Content as a Capital Asset

I just read a nice post on Web Content Migration where the author compares most web migration projects to pouring sour milk into a new jug.  This piqued my interest mainly because I had just ruined and otherwise perfectly good cup of coffee with a shot of half and half turned medical experiment.  Gerry laments that managers don’t value the content as much as the new technology being implemented. He advocates, at least for web content management, a refocusing of effort on rewriting the old stale content. I don’t really disagree with the point but the core of the problem is really an accounting issue. As we plod through a dismally depressing fourth quarter, cash strapped IT organizations are struggling to get funding for their 2009 projects.  When it comes time to spend money on content management systems, it is a fact of life that the first one is easier to pay for than the second. While I have seen no formal studies on the topic, the cost of content migration from one system to another represents a significant portion of the project budget.  Depending on the size and complexity, moving the data could cost more than the system developed to manage it.
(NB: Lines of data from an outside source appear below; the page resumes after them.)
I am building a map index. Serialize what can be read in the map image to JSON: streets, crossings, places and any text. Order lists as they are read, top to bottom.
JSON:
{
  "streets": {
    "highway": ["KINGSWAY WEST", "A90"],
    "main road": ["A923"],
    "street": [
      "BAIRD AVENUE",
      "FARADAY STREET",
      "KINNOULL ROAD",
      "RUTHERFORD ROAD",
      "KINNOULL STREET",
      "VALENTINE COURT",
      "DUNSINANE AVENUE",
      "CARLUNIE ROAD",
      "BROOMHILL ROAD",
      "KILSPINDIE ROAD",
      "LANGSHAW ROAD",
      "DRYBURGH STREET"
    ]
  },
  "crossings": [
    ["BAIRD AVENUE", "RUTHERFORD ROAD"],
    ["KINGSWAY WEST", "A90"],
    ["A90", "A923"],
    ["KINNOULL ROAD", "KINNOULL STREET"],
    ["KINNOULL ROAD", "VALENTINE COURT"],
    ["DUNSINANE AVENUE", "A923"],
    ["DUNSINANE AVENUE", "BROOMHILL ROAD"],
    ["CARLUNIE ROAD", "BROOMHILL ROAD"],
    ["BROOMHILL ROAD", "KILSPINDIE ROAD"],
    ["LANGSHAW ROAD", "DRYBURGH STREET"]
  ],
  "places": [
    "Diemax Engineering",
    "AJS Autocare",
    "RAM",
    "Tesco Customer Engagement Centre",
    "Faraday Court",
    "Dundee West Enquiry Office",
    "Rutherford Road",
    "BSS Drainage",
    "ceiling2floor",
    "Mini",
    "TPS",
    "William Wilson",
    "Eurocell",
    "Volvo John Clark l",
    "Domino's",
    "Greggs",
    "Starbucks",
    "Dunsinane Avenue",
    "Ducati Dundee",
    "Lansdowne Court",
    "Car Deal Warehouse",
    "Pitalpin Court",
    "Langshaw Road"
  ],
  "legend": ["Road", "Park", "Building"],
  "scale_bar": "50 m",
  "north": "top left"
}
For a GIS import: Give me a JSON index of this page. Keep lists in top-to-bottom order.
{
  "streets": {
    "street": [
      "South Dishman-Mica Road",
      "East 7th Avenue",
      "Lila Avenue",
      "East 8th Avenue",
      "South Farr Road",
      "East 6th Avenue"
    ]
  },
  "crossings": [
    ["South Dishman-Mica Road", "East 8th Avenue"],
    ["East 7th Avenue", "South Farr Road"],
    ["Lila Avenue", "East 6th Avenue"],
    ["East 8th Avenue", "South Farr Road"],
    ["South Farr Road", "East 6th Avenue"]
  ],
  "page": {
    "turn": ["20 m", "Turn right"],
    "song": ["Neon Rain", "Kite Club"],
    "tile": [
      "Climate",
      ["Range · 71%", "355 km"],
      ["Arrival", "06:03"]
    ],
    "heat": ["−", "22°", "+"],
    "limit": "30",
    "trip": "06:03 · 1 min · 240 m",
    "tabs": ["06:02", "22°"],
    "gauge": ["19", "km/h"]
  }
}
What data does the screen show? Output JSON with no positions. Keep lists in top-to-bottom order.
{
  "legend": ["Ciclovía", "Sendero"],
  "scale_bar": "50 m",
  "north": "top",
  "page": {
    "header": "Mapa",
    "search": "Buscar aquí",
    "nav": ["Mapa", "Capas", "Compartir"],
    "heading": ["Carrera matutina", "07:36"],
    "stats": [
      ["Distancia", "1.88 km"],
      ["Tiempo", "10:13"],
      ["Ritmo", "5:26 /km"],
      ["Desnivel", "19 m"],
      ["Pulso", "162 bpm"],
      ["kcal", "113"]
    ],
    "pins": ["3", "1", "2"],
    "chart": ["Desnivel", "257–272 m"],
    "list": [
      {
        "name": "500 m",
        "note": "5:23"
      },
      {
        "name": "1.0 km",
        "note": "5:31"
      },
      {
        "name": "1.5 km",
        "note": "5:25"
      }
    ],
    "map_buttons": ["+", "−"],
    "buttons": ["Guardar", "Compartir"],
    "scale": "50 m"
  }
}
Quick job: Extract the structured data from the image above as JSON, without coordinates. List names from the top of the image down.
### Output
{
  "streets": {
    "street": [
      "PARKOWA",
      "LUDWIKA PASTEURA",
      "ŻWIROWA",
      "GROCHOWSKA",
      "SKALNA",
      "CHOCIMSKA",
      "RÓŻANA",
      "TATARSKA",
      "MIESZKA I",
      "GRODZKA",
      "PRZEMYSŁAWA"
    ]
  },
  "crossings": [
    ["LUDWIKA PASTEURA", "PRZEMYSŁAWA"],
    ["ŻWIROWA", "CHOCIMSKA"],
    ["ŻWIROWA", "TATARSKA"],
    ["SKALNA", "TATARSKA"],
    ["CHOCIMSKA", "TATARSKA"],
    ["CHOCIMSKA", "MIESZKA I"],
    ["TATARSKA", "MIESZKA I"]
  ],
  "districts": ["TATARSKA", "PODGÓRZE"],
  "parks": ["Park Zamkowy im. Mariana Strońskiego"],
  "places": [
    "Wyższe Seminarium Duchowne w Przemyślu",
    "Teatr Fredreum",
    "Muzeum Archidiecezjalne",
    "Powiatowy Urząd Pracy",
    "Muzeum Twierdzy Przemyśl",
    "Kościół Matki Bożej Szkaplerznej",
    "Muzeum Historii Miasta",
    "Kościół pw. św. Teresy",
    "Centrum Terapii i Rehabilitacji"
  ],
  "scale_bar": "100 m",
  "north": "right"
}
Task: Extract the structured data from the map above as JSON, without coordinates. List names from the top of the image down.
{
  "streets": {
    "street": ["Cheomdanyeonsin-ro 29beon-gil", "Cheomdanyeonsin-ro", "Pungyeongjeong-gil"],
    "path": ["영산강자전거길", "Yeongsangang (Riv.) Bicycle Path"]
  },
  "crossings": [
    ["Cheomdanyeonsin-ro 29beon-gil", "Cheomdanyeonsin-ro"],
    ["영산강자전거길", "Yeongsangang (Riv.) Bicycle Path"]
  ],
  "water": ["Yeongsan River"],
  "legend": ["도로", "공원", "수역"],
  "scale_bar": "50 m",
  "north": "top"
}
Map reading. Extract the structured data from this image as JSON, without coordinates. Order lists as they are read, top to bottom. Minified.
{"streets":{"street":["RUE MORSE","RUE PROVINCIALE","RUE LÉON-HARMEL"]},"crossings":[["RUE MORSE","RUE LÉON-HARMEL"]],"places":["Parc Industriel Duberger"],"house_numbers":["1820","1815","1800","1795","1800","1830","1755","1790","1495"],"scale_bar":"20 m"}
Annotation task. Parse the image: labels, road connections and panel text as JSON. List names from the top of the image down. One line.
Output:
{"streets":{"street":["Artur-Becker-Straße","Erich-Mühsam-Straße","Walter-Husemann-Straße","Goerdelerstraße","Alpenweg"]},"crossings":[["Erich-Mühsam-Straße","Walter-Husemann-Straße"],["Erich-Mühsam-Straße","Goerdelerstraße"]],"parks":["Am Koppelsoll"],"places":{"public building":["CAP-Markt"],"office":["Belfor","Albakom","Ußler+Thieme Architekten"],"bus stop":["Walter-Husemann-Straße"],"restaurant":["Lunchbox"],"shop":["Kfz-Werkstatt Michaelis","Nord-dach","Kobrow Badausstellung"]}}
IT Project funding is a mine field of political dangers, both real and imagined. Every business is a little different but for funding purposes it is the system that is considered an asset and can be capitalized. The content itself is rarely considered as such, even though it is the content that maintains intrinsic business value.  A CMS with nothing in it (and there are a lot out there) is just a line on a depreciation schedule.

We often refer to “digital assets” but more often than not this is in a technical rather than financial context.  What is content? It takes money to produce. If you loose it, it can be very costly to replace it. Content can be created, owned and traded. People will pay you money for it – therefore it is an asset.

It is difficult to get consensus about the value of content. There is no open market for most of it apart from some very select categories.  Content is also easily duplicated and there is no reasonable way to determine uniqueness in any universal sense. Academics and semantics aside though, if we can change the perception of content within an enterprise, then supporting funding becomes easier.

Perhaps the problem is that content is too easy to produce. Since the accountants can create a Word document on their desktop, they are less appreciative of the fact that just because nobody values theirs that other content is exceptionally valuable.

At any rate, if we don’t fund content creation as a capital activity, then our project management methodologies will always force us to devalue it and underplan. In fact, in lean times you always reduce expense spending even when capital budgets move forward. So then, even if that shiny new CMS gets built, it will stand empty and depreciate until someone “invests” content into it.